> **REQUIRED WORK**: Take every line containing "nowrap" out of the records.

> **ENTRIES PROVIDED**:
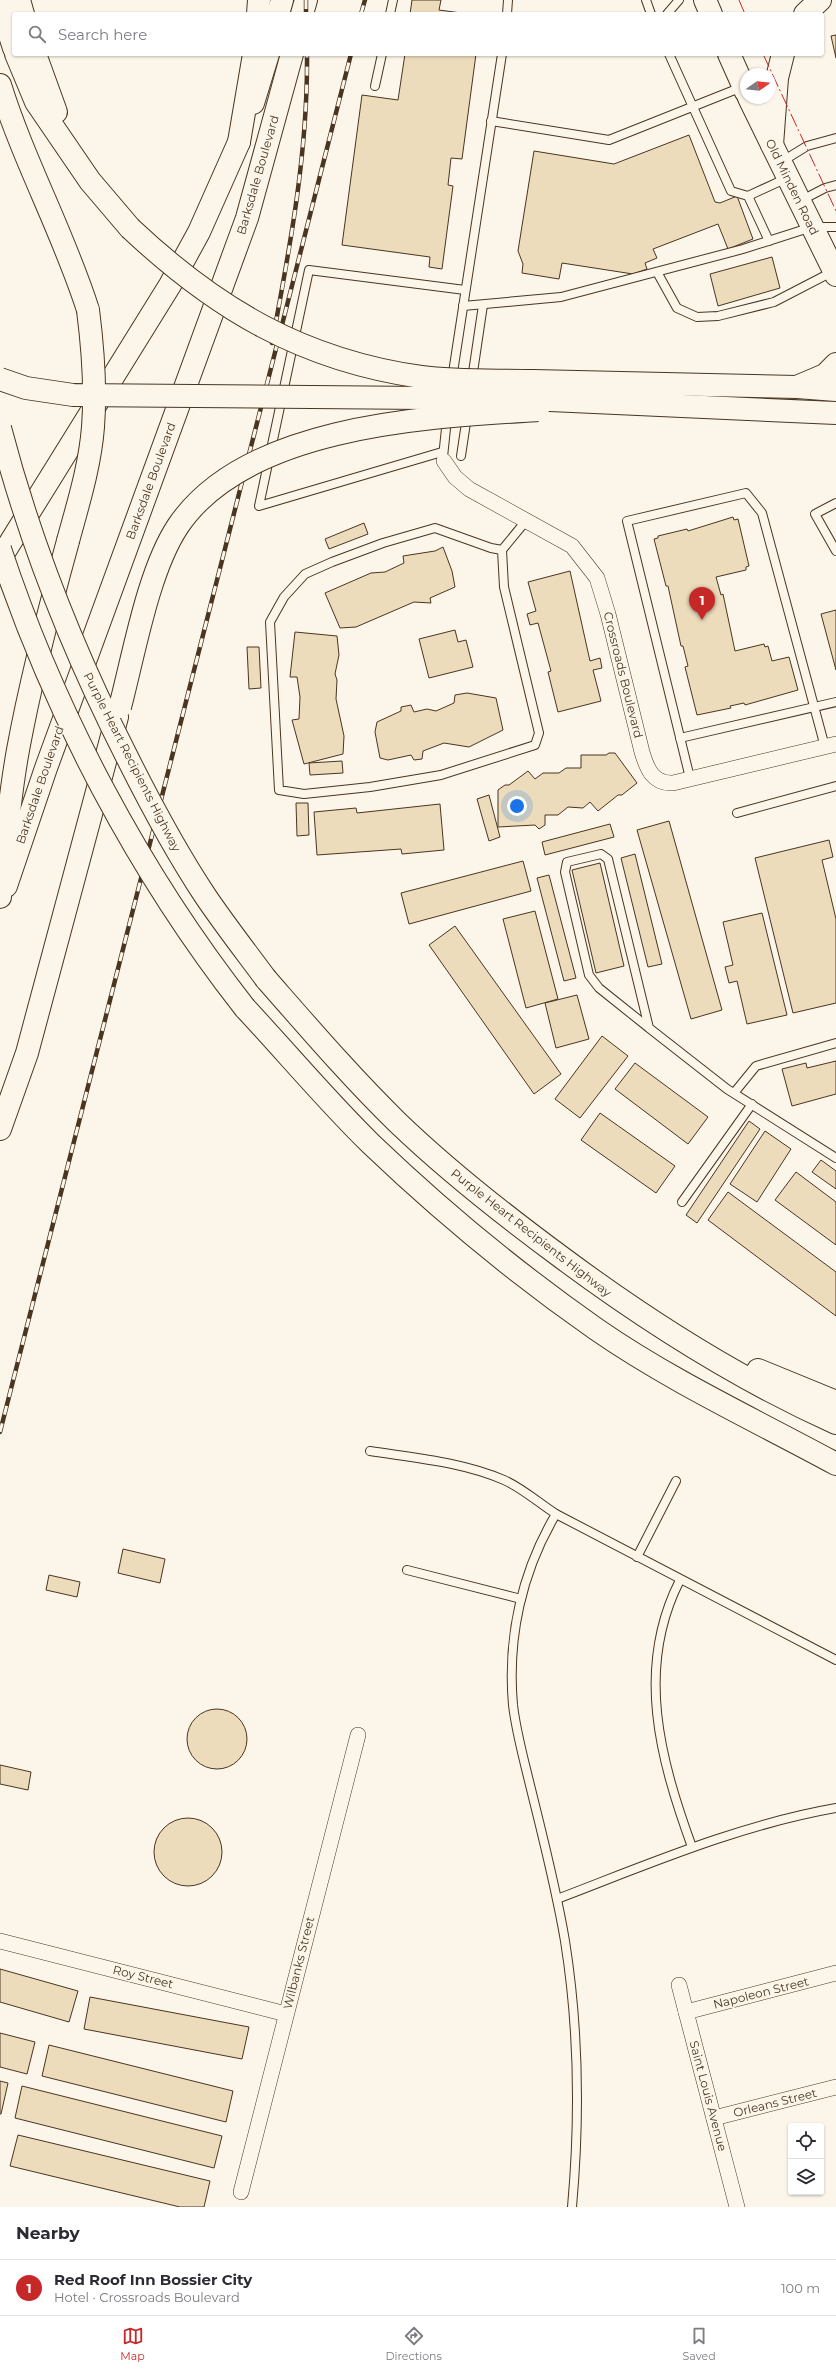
<!DOCTYPE html>
<meta charset="utf-8">
<style>
body{margin:0;font-family:Montserrat,sans-serif;background:#f2f2f3;color:#2b2b33}
.controls{position:absolute;right:12px;bottom:12px;display:grid;overflow:hidden;border-radius:4px;box-shadow:0 1px 3px #0004}
.controls button{width:36px;height:36px;display:grid;place-items:center;padding:0;border:0;border-bottom:1px solid #e1e1e2;background:#fff;color:#2b2b33;font:20px sans-serif}
.compass{position:absolute;left:740px;top:68px;width:36px;height:36px;border-radius:50%;background:#fff;box-shadow:0 1px 3px #0004;rotate:76deg}
.you{position:absolute;left:517px;top:806px;width:14px;height:14px;margin:-10px;border:3px solid #fff;border-radius:50%;background:#1a73e8;box-shadow:0 0 0 6px #1a73e833}
.badge{display:grid;place-items:center;width:26px;height:26px;border-radius:50%;background:#c62828;color:#fff;font-size:13px;font-weight:700}
.pin{position:absolute;translate:-50% -33px;filter:drop-shadow(0 1px 2px #0008)}
.pin::after{content:'';position:absolute;top:21px;width:14px;height:12px;background:inherit;clip-path:polygon(0 0,100% 0,50% 100%)}
.list{margin:0;padding:0;list-style:none}
h2{display:flex;justify-content:space-between;align-items:center;height:52px;margin:0;padding:0 16px;font-size:17px}
h2 small{font-size:13px;font-weight:400;color:#7c7c81}
.list li{display:grid;grid-template-columns:26px 1fr auto;gap:12px;align-items:center;box-sizing:border-box;height:56px;padding:0 16px;border-top:1px solid #e1e1e2}
.list b{display:block;font-size:15px;white-space:nowrap}
.list p{margin:0;font-size:13px;white-space:nowrap;color:#7c7c81}
.list em{font-size:13px;font-style:normal;color:#7c7c81}
.icon{flex:none;width:22px;height:22px;fill:none;stroke:currentColor;stroke-width:2;stroke-linecap:round;stroke-linejoin:round}
.map{position:relative;flex:none;width:836px;height:2207px;overflow:hidden}
.search{position:absolute;background:#fff;box-shadow:0 1px 3px #0004;left:12px;right:12px;top:12px;height:44px;display:flex;align-items:center;gap:10px;box-sizing:border-box;padding:0 14px;border-radius:4px;color:#7c7c81;font-size:15px}
.sheet{height:108px;background:#fff}
nav{display:flex;justify-content:space-around;align-items:center;box-sizing:border-box;height:56px;border-top:1px solid #e1e1e2;background:#fff;font-size:11px;color:#7c7c81}
nav a{display:grid;justify-items:center;gap:2px}
nav .on{color:#c62828}
.map>svg:first-child{display:block}
</style>
<div class="map">
<svg width="836" height="2207" viewBox="0 0 836 2207">
<rect width="100%" height="100%" fill="#fbf6e9"/>
<g fill="#ecdcbc" stroke="#4a3520">
<polygon points="412,0 441,0 439,10 469,14 410,14"/>
<polygon points="836,35 836,58 831,36"/>
<polygon points="405,54 476,54 462,159 451,158 448,185 453,186 442,269 429,267 430,257 342,245 362,95 398,100"/>
<polygon points="689,135 715,202 720,203 737,196 753,239 728,249 718,224 653,249 657,258 645,263 647,269 633,274 562,263 559,279 522,273 523,264 518,251 534,151 614,164"/>
<polygon points="772,257 780,288 718,306 710,274"/>
<polygon points="733,517 734,520 738,519 749,566 746,567 746,570 716,577 721,595 723,594 735,651 764,644 765,647 768,646 772,661 789,657 798,690 745,705 744,703 730,706 731,708 697,715 685,667 688,666 683,646 681,646 668,586 666,586 654,539 658,538 658,536 687,529 688,531"/>
<polygon points="364,523 368,534 329,549 325,539"/>
<polygon points="443,547 452,571 455,587 430,598 431,603 414,602 356,627 340,628 325,593 371,573 385,572 404,563 403,556 435,551"/>
<polygon points="570,571 590,661 600,658 602,668 593,670 601,701 558,712 548,672 551,671 538,623 530,625 527,614 536,611 528,582"/>
<polygon points="836,610 836,670 821,614"/>
<polygon points="455,630 458,642 466,640 473,667 429,678 419,639"/>
<polygon points="295,632 337,636 339,655 335,674 337,680 336,699 344,736 343,754 304,764 292,720 299,719 300,697 297,677 290,677"/>
<polygon points="247,647 259,647 261,688 249,689"/>
<polygon points="467,693 496,698 503,730 469,747 444,743 423,751 422,759 414,760 411,755 388,760 380,758 375,732 377,722 401,711 401,707 411,705 414,712 427,709 436,711 454,703 455,695"/>
<polygon points="609,753 615,753 637,783 622,795 618,795 598,811 590,802 583,808 568,807 558,815 545,815 545,825 539,829 535,825 498,827 498,790 505,785 509,785 528,771 535,779 543,773 559,773 566,768 581,768 581,755 606,755"/>
<polygon points="342,761 343,773 310,775 309,763"/>
<polygon points="489,795 500,837 489,841 477,799"/>
<polygon points="296,803 308,803 309,835 297,836"/>
<polygon points="440,804 444,850 402,854 401,849 317,855 314,812 356,808 357,813"/>
<polygon points="669,821 722,1010 691,1019 637,830"/>
<polygon points="610,824 614,837 545,855 542,842"/>
<polygon points="829,840 833,857 822,860 836,919 836,1003 793,1013 755,858"/>
<polygon points="635,854 662,964 648,967 621,858"/>
<polygon points="523,861 531,891 409,924 401,893"/>
<polygon points="600,863 624,966 596,973 572,870"/>
<polygon points="549,875 576,978 564,981 537,878"/>
<polygon points="535,911 558,999 526,1008 503,919"/>
<polygon points="762,913 787,1015 747,1024 737,981 729,983 725,967 733,965 723,922"/>
<polygon points="455,926 561,1074 534,1094 429,945"/>
<polygon points="577,995 589,1039 556,1048 545,1003"/>
<polygon points="602,1036 628,1056 580,1118 555,1099"/>
<polygon points="836,1061 836,1094 792,1106 782,1069 806,1063 807,1068"/>
<polygon points="635,1063 708,1117 688,1144 615,1089"/>
<polygon points="600,1113 675,1166 656,1193 581,1140"/>
<polygon points="749,1121 760,1129 697,1223 686,1215"/>
<polygon points="765,1131 791,1149 757,1202 730,1184"/>
<polygon points="821,1160 836,1171 836,1189 812,1172"/>
<polygon points="796,1172 836,1202 836,1245 775,1200"/>
<polygon points="728,1192 836,1272 836,1316 708,1220"/>
<polygon points="123,1549 165,1559 160,1583 118,1573"/>
<polygon points="49,1575 80,1582 77,1597 46,1590"/>
<circle cx="217" cy="1739" r="30"/>
<polygon points="0,1765 31,1772 28,1790 0,1784"/>
<circle cx="188" cy="1852" r="34"/>
<polygon points="0,1969 78,1991 69,2022 0,2002"/>
<polygon points="90,1997 249,2027 242,2059 84,2029"/>
<polygon points="0,2033 35,2042 27,2074 0,2067"/>
<polygon points="49,2045 233,2091 226,2122 42,2076"/>
<polygon points="0,2081 8,2083 1,2114 0,2114"/>
<polygon points="22,2086 222,2136 214,2168 15,2118"/>
<polygon points="18,2135 210,2181 204,2207 180,2207 10,2166"/>
</g>
<g fill="none" stroke-linecap="round" stroke-linejoin="round">
<g stroke="#4a3520" stroke-width="10">
<g id="lane">
<polyline points="646,0 651,14"/>
<polyline points="390,14 393,0"/>
<polyline points="507,14 508,0"/>
<polyline points="667,14 679,0"/>
<polyline points="669,54 731,191 748,196 769,241"/>
<polyline points="375,86 382,54"/>
<polyline points="491,121 609,140 742,87"/>
<polyline points="781,162 807,146 836,138"/>
<polyline points="748,196 787,178"/>
<polyline points="800,201 825,188 836,185"/>
<polyline points="657,272 677,308 697,317 718,316 774,302 834,271"/>
<polyline points="463,306 561,297 743,249 812,227 836,227"/>
<polyline points="452,379 502,54"/>
<polyline points="472,379 483,305"/>
<polyline points="442,452 259,506 309,270 465,290"/>
<polyline points="461,456 467,416"/>
<polyline points="443,457 447,419"/>
<polyline points="836,503 815,514 836,551"/>
<polyline points="502,550 504,587 539,733 535,745 441,775 370,787 304,794 279,790 270,622 284,597 305,574 332,562 383,543 435,528 491,548 502,550 525,522"/>
<polyline points="680,738 836,702"/>
<polyline points="690,778 627,521 746,493 762,513 825,747"/>
<polyline points="737,813 836,786"/>
<polyline points="649,1028 599,988 589,975 565,872 567,862 601,854 608,859 649,1028 727,1089 836,1158"/>
<polyline points="734,1093 756,1066 836,1043"/>
<polyline points="682,1202 752,1104"/>
<path d="M370,1451C415,1458 463,1462 504,1480C522,1488 539,1503 556,1514C522,1571 507,1637 513,1705C516,1731 523,1756 529,1781C542,1834 556,1887 565,1941C579,2029 580,2118 572,2207"/>
<polyline points="556,1514 836,1660"/>
<polyline points="637,1557 676,1481"/>
<polyline points="407,1570 521,1599"/>
<path d="M680,1580C635,1668 660,1759 692,1847"/>
<path d="M557,1899C649,1864 739,1825 836,1808"/>
</g>
</g>
<g stroke="#4a3520" stroke-width="16">
<g id="street">
<path d="M444,461L455,477L469,489L572,546L597,578L608,614L642,752C647,769 653,784 673,783L836,744"/>
<polyline points="0,1941 286,2014"/>
<polyline points="679,1985 737,2207"/>
<polyline points="686,2012 836,1973"/>
<polyline points="714,2118 836,2087"/>
<polyline points="241,2192 358,1735"/>
</g>
</g>
<g stroke="#4a3520" stroke-width="24">
<g id="secondary">
<polyline points="705,0 711,14"/>
<polyline points="278,14 282,0"/>
<polyline points="302,14 306,0"/>
<polyline points="805,14 820,0"/>
<polyline points="729,54 746,92"/>
<polyline points="749,98 836,275"/>
<polyline points="253,103 268,54"/>
<polyline points="772,145 777,78 783,54"/>
<polyline points="6,886 46,768 247,218 292,54"/>
</g>
</g>
<g stroke="#4a3520" stroke-width="24">
<g id="primary">
<polyline points="0,559 170,285 199,232 239,142"/>
<polyline points="0,1129 27,1053 117,717"/>
</g>
</g>
<g stroke="#4a3520" stroke-width="24">
<g id="highway">
<polyline points="19,0 23,14"/>
<polyline points="0,5 14,48"/>
<polyline points="258,14 259,0"/>
<polyline points="16,54 36,102 90,181 130,228"/>
<polyline points="35,54 56,112"/>
<path d="M0,85C24,162 64,234 88,310"/>
<polyline points="239,142 254,54"/>
<polyline points="533,381 797,387 836,390"/>
<polyline points="799,386 825,375 836,364"/>
<polyline points="528,399 836,413"/>
<path d="M0,897C5,848 9,799 18,750C31,679 49,610 68,541"/>
<path d="M266,979C309,1028 351,1077 397,1122C449,1172 504,1215 561,1257C647,1321 738,1379 836,1423"/>
<path d="M245,1008C287,1053 327,1101 371,1144C441,1211 516,1273 596,1329C671,1381 755,1420 836,1464"/>
<polyline points="758,1370 836,1402"/>
</g>
</g>
<use href="#lane" stroke="#fbf6e9" stroke-width="8"/>
<use href="#street" stroke="#fbf6e9" stroke-width="15"/>
<use href="#secondary" stroke="#fbf6e9" stroke-width="22"/>
<use href="#primary" stroke="#fbf6e9" stroke-width="22"/>
<use href="#highway" stroke="#fbf6e9" stroke-width="22"/>
<g stroke="#4a3520" stroke-width="4.5">
<g id="rail">
<polyline points="306,0 306,14"/>
<polyline points="361,14 365,0"/>
<path d="M272,343C290,247 308,152 307,54"/>
<polyline points="0,1432 351,54"/>
</g>
</g>
<use href="#rail" stroke="#fbf6e9" stroke-width="3" stroke-dasharray="9" stroke-linecap="butt"/>
<g stroke="#4a3520" stroke-width="24" stroke-linecap="butt">
<path id="primary-bridge" d="M120,707C134,654 148,571 178,526C246,425 428,417 538,410"/>
</g>
<g stroke="#4a3520" stroke-width="24" stroke-linecap="butt">
<g id="highway-bridge">
<path d="M130,228C216,309 302,360 421,377C457,382 495,380 533,381"/>
<polyline points="0,379 26,388 73,395 528,399"/>
<path d="M0,428C30,543 73,651 127,757C151,805 176,852 206,897C225,925 246,952 266,979"/>
<path d="M68,541C78,504 90,466 93,427C96,388 93,349 88,310"/>
<path d="M0,549C54,712 139,873 245,1008"/>
</g>
</g>
<use href="#primary-bridge" stroke="#fbf6e9" stroke-width="22"/>
<use href="#highway-bridge" stroke="#fbf6e9" stroke-width="22"/>
<g stroke="#c62828" stroke-width="1" stroke-dasharray="14 3 2 3" stroke-linecap="butt">
<polyline points="739,0 745,14"/>
<polyline points="763,54 836,211"/>
</g>
</g>
<g text-anchor="middle" stroke-width="3" stroke-linejoin="round" paint-order="stroke">
<g font-size="12" fill="#4a3520" stroke="#fbf6e9">
<text transform="translate(258 175) rotate(-74)" y="4">Barksdale Boulevard</text>
<text transform="translate(792 187) rotate(64)" y="4">Old Minden Road</text>
<text transform="translate(151 481) rotate(-70)" y="4">Barksdale Boulevard</text>
<text transform="translate(623 675) rotate(76)" y="4">Crossroads Boulevard</text>
<text transform="translate(132 762) rotate(63)" y="4">Purple Heart Recipients Highway</text>
<text transform="translate(40 785) rotate(-71)" y="4">Barksdale Boulevard</text>
<text transform="translate(531 1233) rotate(38)" y="4">Purple Heart Recipients Highway</text>
<text transform="translate(299 1963) rotate(-76)" y="4">Wilbanks Street</text>
<text transform="translate(143 1977) rotate(14)" y="4">Roy Street</text>
<text transform="translate(761 1993) rotate(-14)" y="4">Napoleon Street</text>
<text transform="translate(708 2096) rotate(75)" y="4">Saint Louis Avenue</text>
<text transform="translate(775 2103) rotate(-14)" y="4">Orleans Street</text>
</g>
</g>
</svg>
<div class="controls">
<button><svg class="icon" aria-label="locate" viewBox="0 0 24 24"><circle cx="12" cy="12" r="6"/><path d="M12 2v4M12 18v4M2 12h4M18 12h4"/></svg></button>
<button><svg class="icon" aria-label="layers" viewBox="0 0 24 24"><path d="M12 4l9 5-9 5-9-5zM3 14l9 5 9-5"/></svg></button>
</div>
<svg class="compass" viewBox="-18 -18 36 36"><path d="M0-13l5 13h-10z" fill="#e53935"/><path d="M0 13l5-13h-10z" fill="#7c7c81"/></svg>
<div class="you"></div>
<div class="pin badge" style="left:702px;top:620px">1</div>
<div class="search"><svg class="icon" aria-label="search" viewBox="0 0 24 24"><circle cx="10" cy="10" r="6"/><path d="M15 15l6 6"/></svg>Search here</div>
</div>
<section class="sheet">
<h2>Nearby<small></small></h2>
<ul class="list">
<li><span class="badge">1</span><div><b>Red Roof Inn Bossier City</b><p>Hotel · Crossroads Boulevard</p></div><em>100 m</em></li>
</ul>
</section>
<nav>
<a class="on"><svg class="icon" aria-label="map" viewBox="0 0 24 24"><path d="M3 6l6-2 6 2 6-2v14l-6 2-6-2-6 2zM9 4v14M15 6v14"/></svg>Map</a>
<a><svg class="icon" aria-label="directions" viewBox="0 0 24 24"><path d="M12 3l9 9-9 9-9-9zM9 14v-3h6M13 9l2 2-2 2"/></svg>Directions</a>
<a><svg class="icon" aria-label="saved" viewBox="0 0 24 24"><path d="M7 4h10v16l-5-4-5 4z"/></svg>Saved</a>
</nav>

> **OUTPUT FOR THIS EXERCISE**:
.list b{display:block;font-size:15px;white-space:nowrap}
.list p{margin:0;font-size:13px;white-space:nowrap;color:#7c7c81}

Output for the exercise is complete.